**Exercise requirements:** I would like every line of the records below that contains the word "none" copied.

(Saved entries)

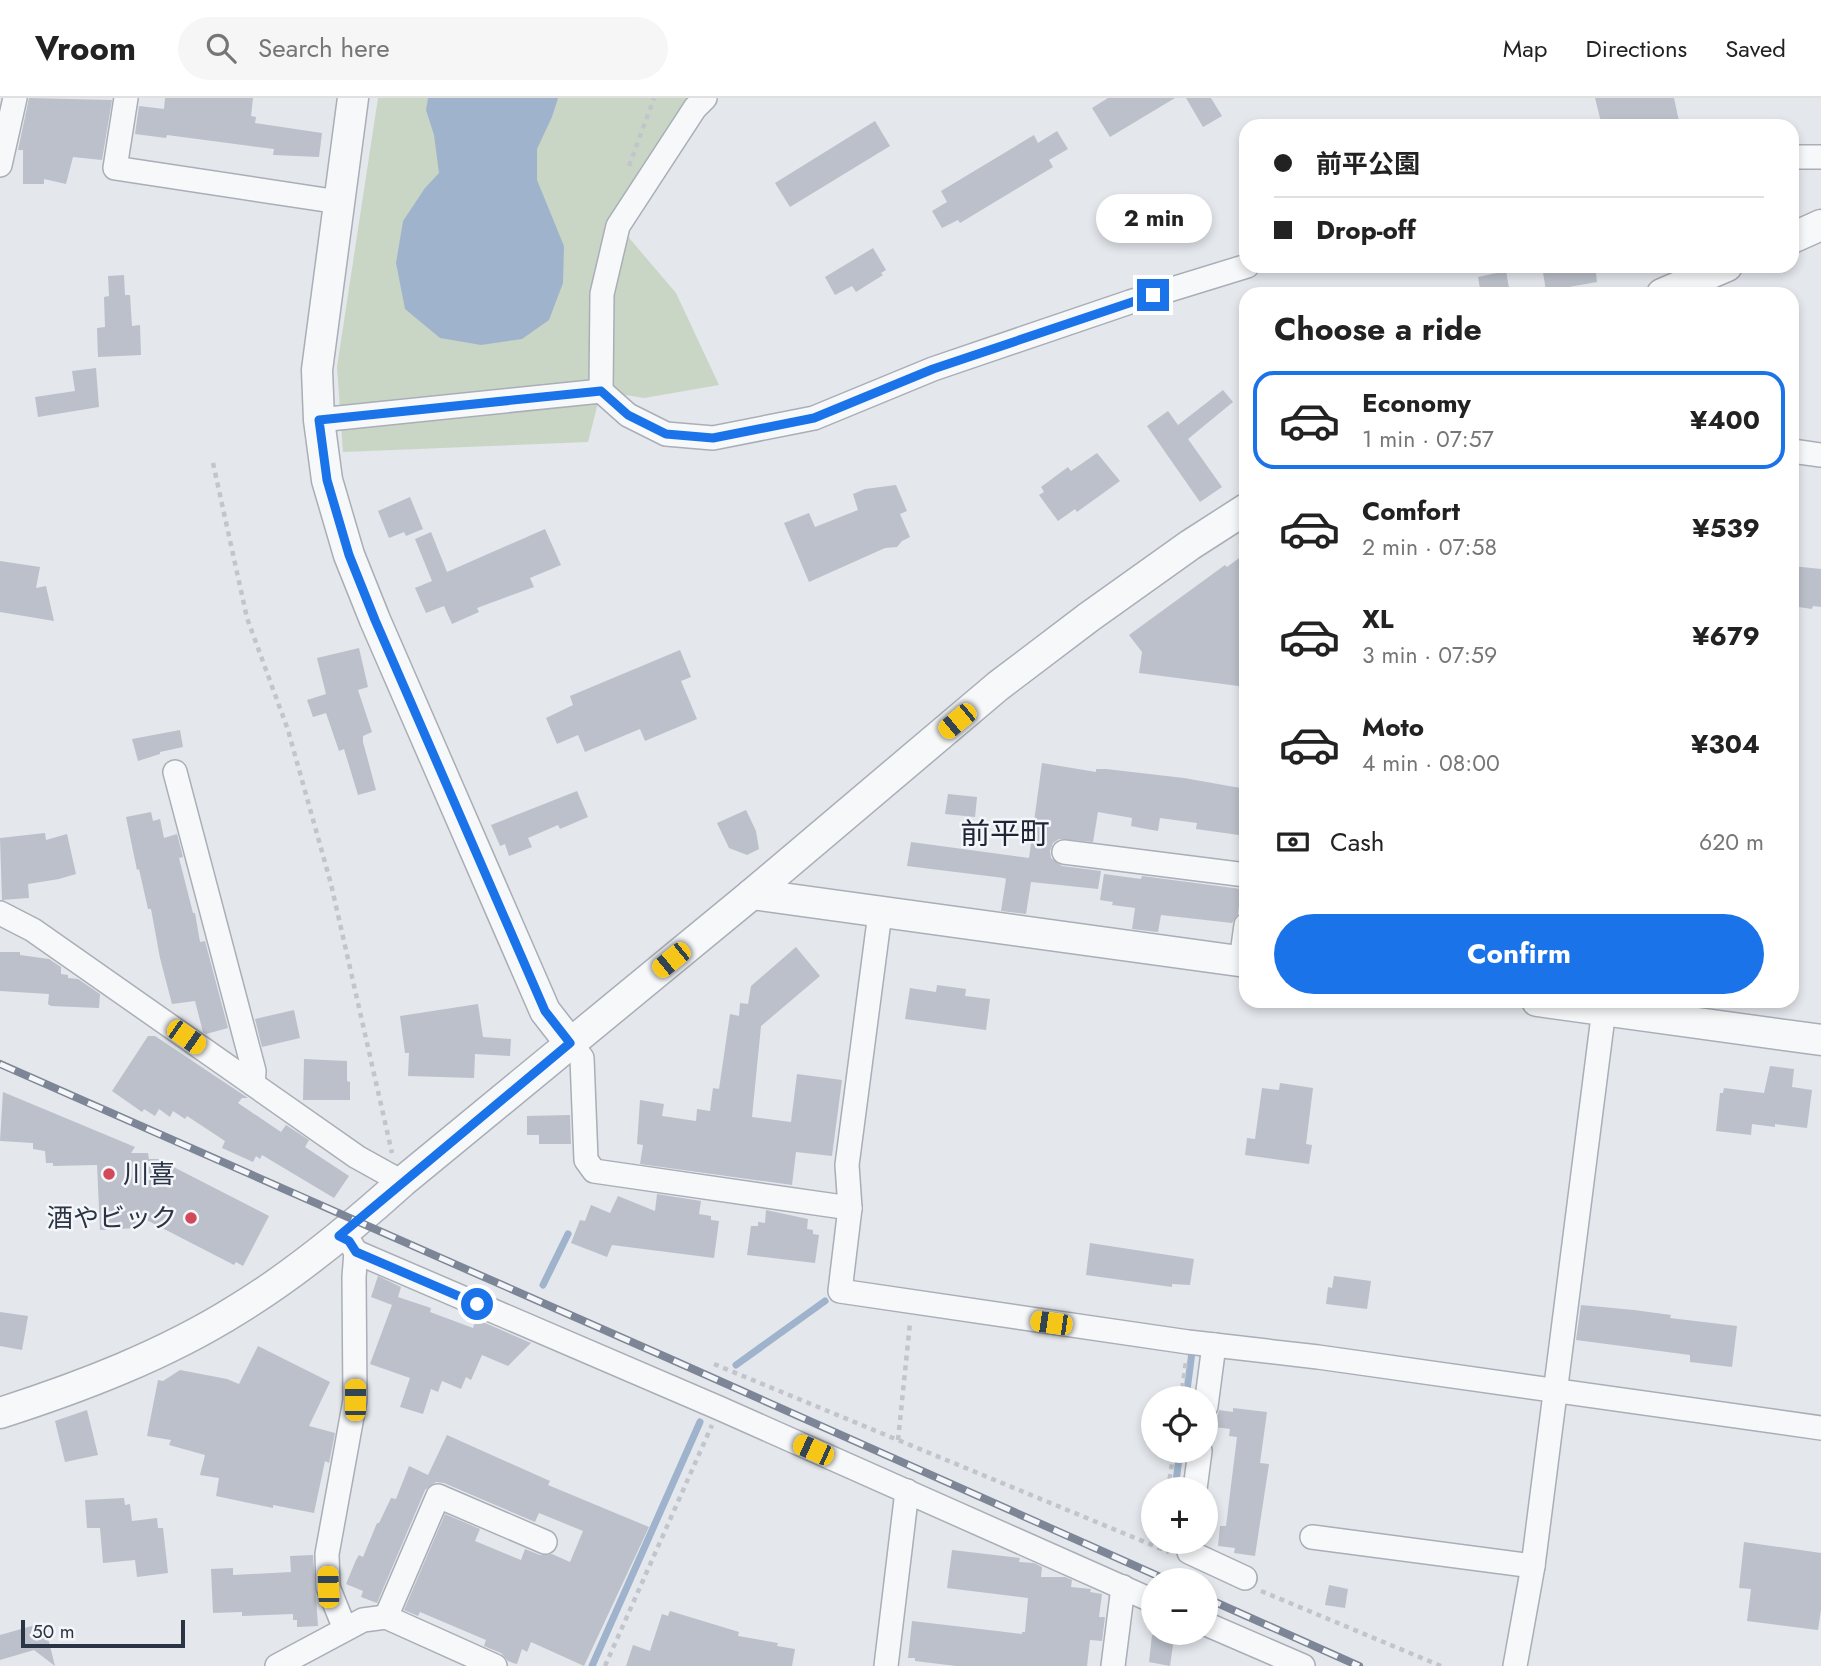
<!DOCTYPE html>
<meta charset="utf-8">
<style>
body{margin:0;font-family:Jost,"Noto Sans JP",sans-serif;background:#f6f6f6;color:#222;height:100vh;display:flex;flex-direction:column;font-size:26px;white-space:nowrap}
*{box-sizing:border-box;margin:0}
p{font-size:23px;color:#767676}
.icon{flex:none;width:38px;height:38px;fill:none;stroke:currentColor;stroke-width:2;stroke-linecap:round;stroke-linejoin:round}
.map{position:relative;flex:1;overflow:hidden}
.side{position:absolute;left:1239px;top:189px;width:560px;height:721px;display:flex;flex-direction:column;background:#fff;border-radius:21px;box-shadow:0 4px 10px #0003}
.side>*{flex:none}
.hud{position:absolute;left:1239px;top:21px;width:560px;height:154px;border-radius:21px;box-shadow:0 4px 10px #0003;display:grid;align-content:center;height:154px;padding:0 35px;background:#fff}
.buttons{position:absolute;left:1141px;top:1288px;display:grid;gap:14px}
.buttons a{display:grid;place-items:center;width:77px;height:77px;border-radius:50%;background:#fff;box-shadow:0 4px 10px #0003;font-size:35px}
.scale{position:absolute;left:21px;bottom:18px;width:164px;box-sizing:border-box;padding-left:7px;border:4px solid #2b3445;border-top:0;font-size:19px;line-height:24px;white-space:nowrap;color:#2b3445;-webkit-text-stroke:5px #f4f6f9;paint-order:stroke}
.end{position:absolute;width:32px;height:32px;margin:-16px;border:9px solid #1a73e8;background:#fff;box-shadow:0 0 0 4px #fff}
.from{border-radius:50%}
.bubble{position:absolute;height:49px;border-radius:24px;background:#fff;box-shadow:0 4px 10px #0003;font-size:23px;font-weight:700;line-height:49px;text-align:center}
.car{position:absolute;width:21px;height:42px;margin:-21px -10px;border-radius:9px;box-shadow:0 0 5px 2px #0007;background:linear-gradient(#f5c518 24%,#345 0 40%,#f5c518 0 76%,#345 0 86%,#f5c518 0)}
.hud b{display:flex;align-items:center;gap:24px;height:66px;font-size:26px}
.hud b+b{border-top:2px solid #e0e0e0}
.hud i{width:18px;height:18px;background:#222}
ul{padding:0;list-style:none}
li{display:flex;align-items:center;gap:21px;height:98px;margin:0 14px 10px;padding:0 21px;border:4px solid transparent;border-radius:21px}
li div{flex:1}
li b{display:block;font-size:26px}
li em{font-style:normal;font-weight:700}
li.on{border-color:#1a73e8}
li>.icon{width:63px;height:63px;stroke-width:1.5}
h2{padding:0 35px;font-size:32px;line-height:84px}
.pay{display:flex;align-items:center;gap:18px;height:77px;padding:0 35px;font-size:26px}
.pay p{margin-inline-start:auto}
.button{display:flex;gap:14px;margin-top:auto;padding:14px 35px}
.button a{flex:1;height:80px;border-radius:42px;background:#1a73e8;color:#fff;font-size:28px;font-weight:700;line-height:80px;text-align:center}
header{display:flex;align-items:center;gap:42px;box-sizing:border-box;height:98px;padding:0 35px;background:#fff;border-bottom:2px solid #e0e0e0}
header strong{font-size:33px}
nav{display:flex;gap:38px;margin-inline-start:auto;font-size:24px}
.search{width:490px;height:63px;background:#f6f6f6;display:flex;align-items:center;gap:18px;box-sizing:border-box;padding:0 24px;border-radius:38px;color:#767676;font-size:26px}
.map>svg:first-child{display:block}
.green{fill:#c9d6c5}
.water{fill:#9fb4cc}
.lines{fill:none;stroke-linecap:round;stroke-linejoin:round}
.stream{stroke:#9fb4cc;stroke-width:7}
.building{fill:#bbc0ca}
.minor-casing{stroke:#a9aeb7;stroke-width:26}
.tertiary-casing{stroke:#a9aeb7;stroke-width:33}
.path{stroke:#c2c5cb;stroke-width:4.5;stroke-dasharray:5 5;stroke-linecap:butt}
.minor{stroke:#f7f8fa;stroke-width:23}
.tertiary{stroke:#f7f8fa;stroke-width:30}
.rail-casing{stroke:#7d8696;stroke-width:8}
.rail{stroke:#f4f6f9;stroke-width:5;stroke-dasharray:16;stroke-linecap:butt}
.route{stroke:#1a73e8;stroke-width:9}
.poi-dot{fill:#d1495b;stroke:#f4f6f9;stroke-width:2.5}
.labels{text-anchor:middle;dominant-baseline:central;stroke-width:5;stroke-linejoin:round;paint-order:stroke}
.poi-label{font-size:26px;fill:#2b3445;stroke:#f4f6f9;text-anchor:start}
.quarter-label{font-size:30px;fill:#1d2536;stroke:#f4f6f9}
</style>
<header>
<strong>Vroom</strong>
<div class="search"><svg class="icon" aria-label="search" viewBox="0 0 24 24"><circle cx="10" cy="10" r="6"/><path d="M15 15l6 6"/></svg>Search here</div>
<nav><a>Map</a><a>Directions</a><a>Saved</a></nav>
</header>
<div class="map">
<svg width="1821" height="1568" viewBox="0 0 1821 1568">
<rect width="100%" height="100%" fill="#e4e7ec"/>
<path class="green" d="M378,0h327l-86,128 57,67 43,92 -75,13 -43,-7 -13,51 -245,10 -6,-85z"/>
<path class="water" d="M428,0h130l-6,19 -15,32v31l27,66 -1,37 -14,37 -27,19 -41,6 -41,-7 -35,-29 -9,-46 7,-42 22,-33 14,-15 -5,-38 -8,-25z"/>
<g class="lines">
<g class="stream">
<path d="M543,1187l25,-51"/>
<path d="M736,1267l89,-64"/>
<path d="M1186,1300l6,-46"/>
<path d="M1175,1391l5,-38"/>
<path d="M1168,1448v-4"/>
<path d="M592,1568l108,-244"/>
</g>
</g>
<g class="building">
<path d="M29,0l83,2 -10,60 -29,-3 -7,27 -22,-5v5h-21v-34h-5z"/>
<path d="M165,0h88l-2,18 5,1 -1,6 67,10 -3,24 -46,-2 1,-6 -107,-14 -1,3 -31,-4 4,-28 25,3z"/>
<path d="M1108,0h67l-65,39 -18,-29z"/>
<path d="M1186,0h25l11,18 -19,11z"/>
<path d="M1595,0h79l6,28h-78z"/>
<path d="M875,23l15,25 -100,61 -15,-24z"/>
<path d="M1057,33l11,18 -19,11 4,7 -93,56 -2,-3 -16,8 -10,-17 15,-9 -6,-11 93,-56 4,8z"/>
<path d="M873,150l13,22 -5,3 2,2 -27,17 -4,-6 -17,9 -10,-18z"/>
<path d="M1542,168h53l2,16 -51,9z"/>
<path d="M1506,173l4,23h-29l-3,-17z"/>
<path d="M124,177l1,20h5l2,31 8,-1 1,30 -43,2 -1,-29 8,-1 -1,-30 5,-1 -1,-20z"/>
<path d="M96,270l3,39 -61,10 -3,-20 40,-6 -3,-20z"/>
<path d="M1223,292l10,12 -45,37 34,48 -22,15 -53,-76 21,-15 10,14z"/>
<path d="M1097,355l23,28 -43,31 -2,-3 -17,12 -19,-26 5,-3 -3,-5 27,-20 3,4z"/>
<path d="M896,387l11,26 -7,3 10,23 -8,4 -5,6 -12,1 -76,34 -25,-59 25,-10 6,14 43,-17 -5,-16 12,-5z"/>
<path d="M410,399l13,32 -17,7 -2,-4 -15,6 -11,-27z"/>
<path d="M545,431l16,36 -31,13 4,9 -57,21 2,4 -27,12 -8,-18 -18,7 -11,-25 17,-7 -17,-42 16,-7 16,40z"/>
<path d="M1246,455v29l-4,35 4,1v69l-107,-14 3,-21 -13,-17 96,-70 2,2z"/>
<path d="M0,463l40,6 -4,21 10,-2 8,35 -54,-9z"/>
<path d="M1792,468l29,3v38l-8,-1 -1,3 -20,-3z"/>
<path d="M359,550l9,39 -10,3 14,42 -9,4v6l13,48 -18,5 -14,-46 -5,2 -13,-38 -13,4 -6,-17 19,-6 -9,-36z"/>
<path d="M680,552l11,27 -10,4 16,38 -52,22 -5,-12 -55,23 -7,-17 -21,9 -11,-26 27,-13 -3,-9z"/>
<path d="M180,632l3,17 -23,5v2l-22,7 -6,-22z"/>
<path d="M1042,665l54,9v-3h10l78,9 62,11v47l-50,-7 1,-6 -37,-5 -2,13 -17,-3 -10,-2 1,-8 -34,-6 -5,30 -34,-3 -6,4 -3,8 1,7 11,8 39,5 -3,18 -67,-7 -5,32 -25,-3 5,-32 -2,-1 -97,-12 4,-24 118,16z"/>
<path d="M577,693l11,26 -28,12 -2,-4 -30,13 4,9 -23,9 -4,-12 -5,2 -9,-21z"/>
<path d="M948,696l29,3 -2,20 -30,-3z"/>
<path d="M746,712l10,21 3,18 -12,6 -18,-7 -12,-25z"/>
<path d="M151,714l2,9 7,-2 4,19 13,-4 6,23 -4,1 14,55h2l5,29 5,-1 23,87 -22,6 -3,-2 -8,-31 -23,3 -12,-46 -9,-49h-3l-9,-40 -2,1 -11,-53z"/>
<path d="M45,735l1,7 21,-6 9,40 -17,5 -31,5 1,14 -27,2 -2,-62z"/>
<path d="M1104,776l37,5 1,-3 99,13 -3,25 -6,9 -71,-8 -3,17 -26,-3 3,-21 -23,-3 1,-3 -13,-2z"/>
<path d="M796,849l24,29 -59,50 -9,91 39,5 6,-48 45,6 -10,76 -36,-4 -4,33 -152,-21 3,-19 -6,-1 3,-44 24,4 -2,12 34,5 1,-12 13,2 3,-23 6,1 11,-75 9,2 1,-13 8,1 3,-18z"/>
<path d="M0,854h20v3l29,4 12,8v7l7,1v3l10,1 22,15 -1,14 -48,-2 -3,-2 1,-10 -49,-3z"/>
<path d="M937,887l29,4 -1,7 25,3 -4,31 -81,-11 5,-31 26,4z"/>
<path d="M478,906l5,33 28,2 -1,17 -35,-2 -1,24 -66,-2 1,-23h-4l-5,-37z"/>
<path d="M294,912l6,28 -38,9 -7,-28z"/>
<path d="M148,938h7l93,62h-6l-4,5 43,29 5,-7 23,15 -4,7 44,29 -15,22 -72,-43 -2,4 -4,-3 -3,6 -31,-14 3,-7 -38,-25 -2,3 -12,-8 -3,6 -11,-8 -4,7 -11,-7 -2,3 -30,-21z"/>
<path d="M304,961l43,2v20l3,1v18h-47z"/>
<path d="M1770,968l24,3 -2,18 20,3 -5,38 -32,-4v3l-23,-3 -1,11 -35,-4 4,-38h3l1,-5 40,5z"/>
<path d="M1280,985l33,5 -7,56 6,1 -3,19 -64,-9 2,-17 8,1 7,-51 17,2z"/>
<path d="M3,994l132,55 -4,6h17l1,6h9l111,57 -26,50 -7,-4 -2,3 -99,-51 1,14 -36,2 -3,-65 -44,1v-3h-7l-1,-12 -12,-2v-6l-33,-2z"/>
<path d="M570,1017l1,29h-32v-9h-12v-19z"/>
<path d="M657,1096l44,7 -2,13 12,2v4l8,1 -5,37 -102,-13 -5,12 -36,-14 9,-23 5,1 6,-16 19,8 8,-17 37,15z"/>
<path d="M766,1112l42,9 -1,10 6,1v4l6,1 -4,28 -68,-8 4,-29h7v-4l7,1z"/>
<path d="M1090,1145l104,16 -4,26 -18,-1v3l-86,-12z"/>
<path d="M378,1178l23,11 -3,10 33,11 -1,4 43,16 3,-9 55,24 -23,23 -26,-11 -11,25 -5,-3 -5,12 -19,-8 -4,11 -7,-3 -8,25 -23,-7 10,-29 -40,-14 22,-59 -21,-8z"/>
<path d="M1334,1178l37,5 -4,28 -41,-5 2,-17 4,1z"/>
<path d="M1581,1207l53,5 37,5 -1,3 67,8 -5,41 -42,-5v-7l-114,-15z"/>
<path d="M0,1214l28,4 -6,34 -22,-4z"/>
<path d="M258,1248l72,36 -21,44 26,7 -6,30 -4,-2 -11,52 -41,-8v3l-57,-12 3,-18 -19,-3 5,-20 -36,-10 2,-5 -24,-4 11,-56 5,1 17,-11 47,9 12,5z"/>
<path d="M1233,1310l34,4 -7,51 9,1 -14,92 -21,-3 1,-5 -17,-2 2,-20h6l11,-89 -8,-1 1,-7 -16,-2 5,-17 14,2z"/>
<path d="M87,1312l11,45 -33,7 -10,-41z"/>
<path d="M447,1337l103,46 -2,4 101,42 -65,139 -53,-24 -4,10 -5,-3 -5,15 -4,-1 -5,-2 -7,-8 -17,-7 2,-6 -66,-28 -2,4 -14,-6 41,-96 35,15 -5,12 46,19 4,-11 15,6 12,-1 18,8 13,-31 -44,-18 -4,9 -91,-39 -8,-1 -11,8 -48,113 -16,-6 2,-6 -17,-7 10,-24 3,-5 4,2 14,-34h2l12,-25 5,1 13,-33 19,9z"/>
<path d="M124,1400l1,7 5,-1 2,17 25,-3 1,10h5l5,45 -31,4 -2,-17 -32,3 -3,-35h-13l-2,-28z"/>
<path d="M1744,1444l77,11v57l-3,20 -71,-9 4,-32 -12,-1z"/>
<path d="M952,1452l68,8 -1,4 15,1 8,4 -1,10h24l7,3 -1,7 20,2 -1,3 12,2 -3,23h6l-3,24 -12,-1 -3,26h-131l-41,-5v-3h-7l4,-37 110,13v-2h3l3,-34 -81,-10z"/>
<path d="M313,1457l5,71 -21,1v-7h-4v-6l-51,2v-4l-29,1 -2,-44 22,-1v7l58,-3 -1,-16z"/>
<path d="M1329,1487l19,4 -3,19 -20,-3z"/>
<path d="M670,1513l69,21 -1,4 40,7 -1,3 18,3 -3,17h-166l7,-21 17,6 12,-37 6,2z"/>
<path d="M39,1526l4,1 4,9 8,32 -21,-16 -34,10v-25z"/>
<path d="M1152,1537l22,3 -4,28 -21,-4z"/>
</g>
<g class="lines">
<defs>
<g id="minor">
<path d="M126,0l-11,70 224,34"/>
<path d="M1792,59h29"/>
<path d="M0,67l15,-67"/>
<path d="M601,293l1,-97 16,-68 77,-118 10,-10"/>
<path d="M319,322l282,-29 27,24 38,19 47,4 101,-20 119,-49 197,-67 117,-36"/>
<path d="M1792,353l29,4"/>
<path d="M175,674l79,299 -1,13"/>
<path d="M1064,754l182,23"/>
<path d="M0,815l33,17 324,227 45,25"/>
<path d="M880,815l-33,252 3,43 -10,83 348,51 130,15 503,71"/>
<path d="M1241,863l5,-36"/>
<path d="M570,945l12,15 4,102 8,11 256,37"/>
<path d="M339,1138l10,5 7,11 363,156 434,193"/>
<path d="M1206,1308l8,-61"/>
<path d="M1195,1391l5,-38"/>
<path d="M1312,1439l221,29"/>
<path d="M1188,1444l1,10 56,26"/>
<path d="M386,1519l52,-121 107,46"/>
<path d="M1206,1526l97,42"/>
<path d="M345,1531l-17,-42 -1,-33 28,-154 -1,-123 2,-25"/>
<path d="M277,1568l86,-46 23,-3 109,49"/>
<path d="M886,1568l21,-175"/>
<path d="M1113,1568l10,-79"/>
<path d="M1515,1568l18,-100 72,-565"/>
</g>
<g id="tertiary">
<path d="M353,0l-36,272 2,50 8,60 22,75 26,65 170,391 25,32"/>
<path d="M1792,140l29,-13"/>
<path d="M1662,196l65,-28"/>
<path d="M752,796l494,68"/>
<path d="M1537,903l284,39"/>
<path d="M0,1315c81,-26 165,-58 238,-104 59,-36 113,-81 164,-127l350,-288 246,-208 91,-69 101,-72 56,-36"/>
</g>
</defs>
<use href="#minor" class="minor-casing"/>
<use href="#tertiary" class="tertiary-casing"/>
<g class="path">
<path d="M629,68l25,-68"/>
<path d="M213,365l34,155 41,112 43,154 61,269"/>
<path d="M714,1266l455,188"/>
<path d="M1181,1300l5,-37"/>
<path d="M898,1342l12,-117"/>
<path d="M1168,1391l6,-38"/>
<path d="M1261,1493l180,75"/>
<path d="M605,1568l107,-241"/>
</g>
<use href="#minor" class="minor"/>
<use href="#tertiary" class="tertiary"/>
<defs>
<g id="rail">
<path d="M0,966l668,294 499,222"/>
<path d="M1206,1500l153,68"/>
</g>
</defs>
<use href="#rail" class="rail-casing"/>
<use href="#rail" class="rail"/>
</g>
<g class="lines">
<path class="route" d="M477,1206l-121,-52 -7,-11 -10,-5 231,-193 -25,-32 -170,-391 -26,-65 -22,-75 -8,-60 282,-29 27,24 38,19 47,4 101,-20 119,-49 220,-74"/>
</g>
<g class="poi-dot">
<circle cx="109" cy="1076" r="7"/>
<circle cx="191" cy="1120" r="7"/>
</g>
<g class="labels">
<g class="poi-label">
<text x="123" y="1076">川喜</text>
<text x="177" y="1120" text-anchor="end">酒やビック</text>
</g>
<g class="quarter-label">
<text x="1005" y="735">前平町</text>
</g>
</g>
</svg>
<div class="buttons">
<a><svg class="icon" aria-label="locate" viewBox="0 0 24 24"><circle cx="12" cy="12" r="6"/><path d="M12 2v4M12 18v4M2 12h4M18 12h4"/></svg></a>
<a>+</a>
<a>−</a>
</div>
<div class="scale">50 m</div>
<i class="end from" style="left:477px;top:1206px"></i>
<i class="end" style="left:1153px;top:197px"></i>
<div class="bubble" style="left:1096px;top:96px;width:116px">2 min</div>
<i class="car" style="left:957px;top:623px;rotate:230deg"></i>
<i class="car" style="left:671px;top:862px;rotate:231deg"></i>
<i class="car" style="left:186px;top:939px;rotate:125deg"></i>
<i class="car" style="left:1051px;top:1225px;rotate:278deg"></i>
<i class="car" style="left:355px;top:1302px;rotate:0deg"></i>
<i class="car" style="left:813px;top:1352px;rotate:294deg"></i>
<i class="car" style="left:328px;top:1489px;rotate:358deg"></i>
<div class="hud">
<b><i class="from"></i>前平公園</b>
<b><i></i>Drop-off</b>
</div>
<section class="side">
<h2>Choose a ride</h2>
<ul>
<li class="on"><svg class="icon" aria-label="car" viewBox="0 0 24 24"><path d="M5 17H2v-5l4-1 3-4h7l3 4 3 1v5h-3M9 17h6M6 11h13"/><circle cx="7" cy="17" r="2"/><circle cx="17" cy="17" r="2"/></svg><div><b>Economy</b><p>1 min · 07:57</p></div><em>¥400</em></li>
<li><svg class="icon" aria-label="car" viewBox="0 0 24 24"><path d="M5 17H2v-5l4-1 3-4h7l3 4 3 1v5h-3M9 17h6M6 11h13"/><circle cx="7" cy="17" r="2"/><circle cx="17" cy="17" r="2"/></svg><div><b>Comfort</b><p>2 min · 07:58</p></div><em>¥539</em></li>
<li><svg class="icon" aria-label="car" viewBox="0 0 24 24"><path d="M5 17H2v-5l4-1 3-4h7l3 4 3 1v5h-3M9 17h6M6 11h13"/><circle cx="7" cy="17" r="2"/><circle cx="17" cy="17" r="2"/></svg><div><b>XL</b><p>3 min · 07:59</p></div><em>¥679</em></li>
<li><svg class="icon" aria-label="car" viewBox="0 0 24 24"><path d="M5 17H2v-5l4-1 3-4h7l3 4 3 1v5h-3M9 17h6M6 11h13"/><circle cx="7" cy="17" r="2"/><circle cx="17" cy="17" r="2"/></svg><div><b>Moto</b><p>4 min · 08:00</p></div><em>¥304</em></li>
</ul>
<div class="pay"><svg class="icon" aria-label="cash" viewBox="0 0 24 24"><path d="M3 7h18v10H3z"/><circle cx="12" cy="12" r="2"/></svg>Cash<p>620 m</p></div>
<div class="button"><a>Confirm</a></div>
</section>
</div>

**Answer for this exercise:**
.icon{flex:none;width:38px;height:38px;fill:none;stroke:currentColor;stroke-width:2;stroke-linecap:round;stroke-linejoin:round}
.side>*{flex:none}
ul{padding:0;list-style:none}
.lines{fill:none;stroke-linecap:round;stroke-linejoin:round}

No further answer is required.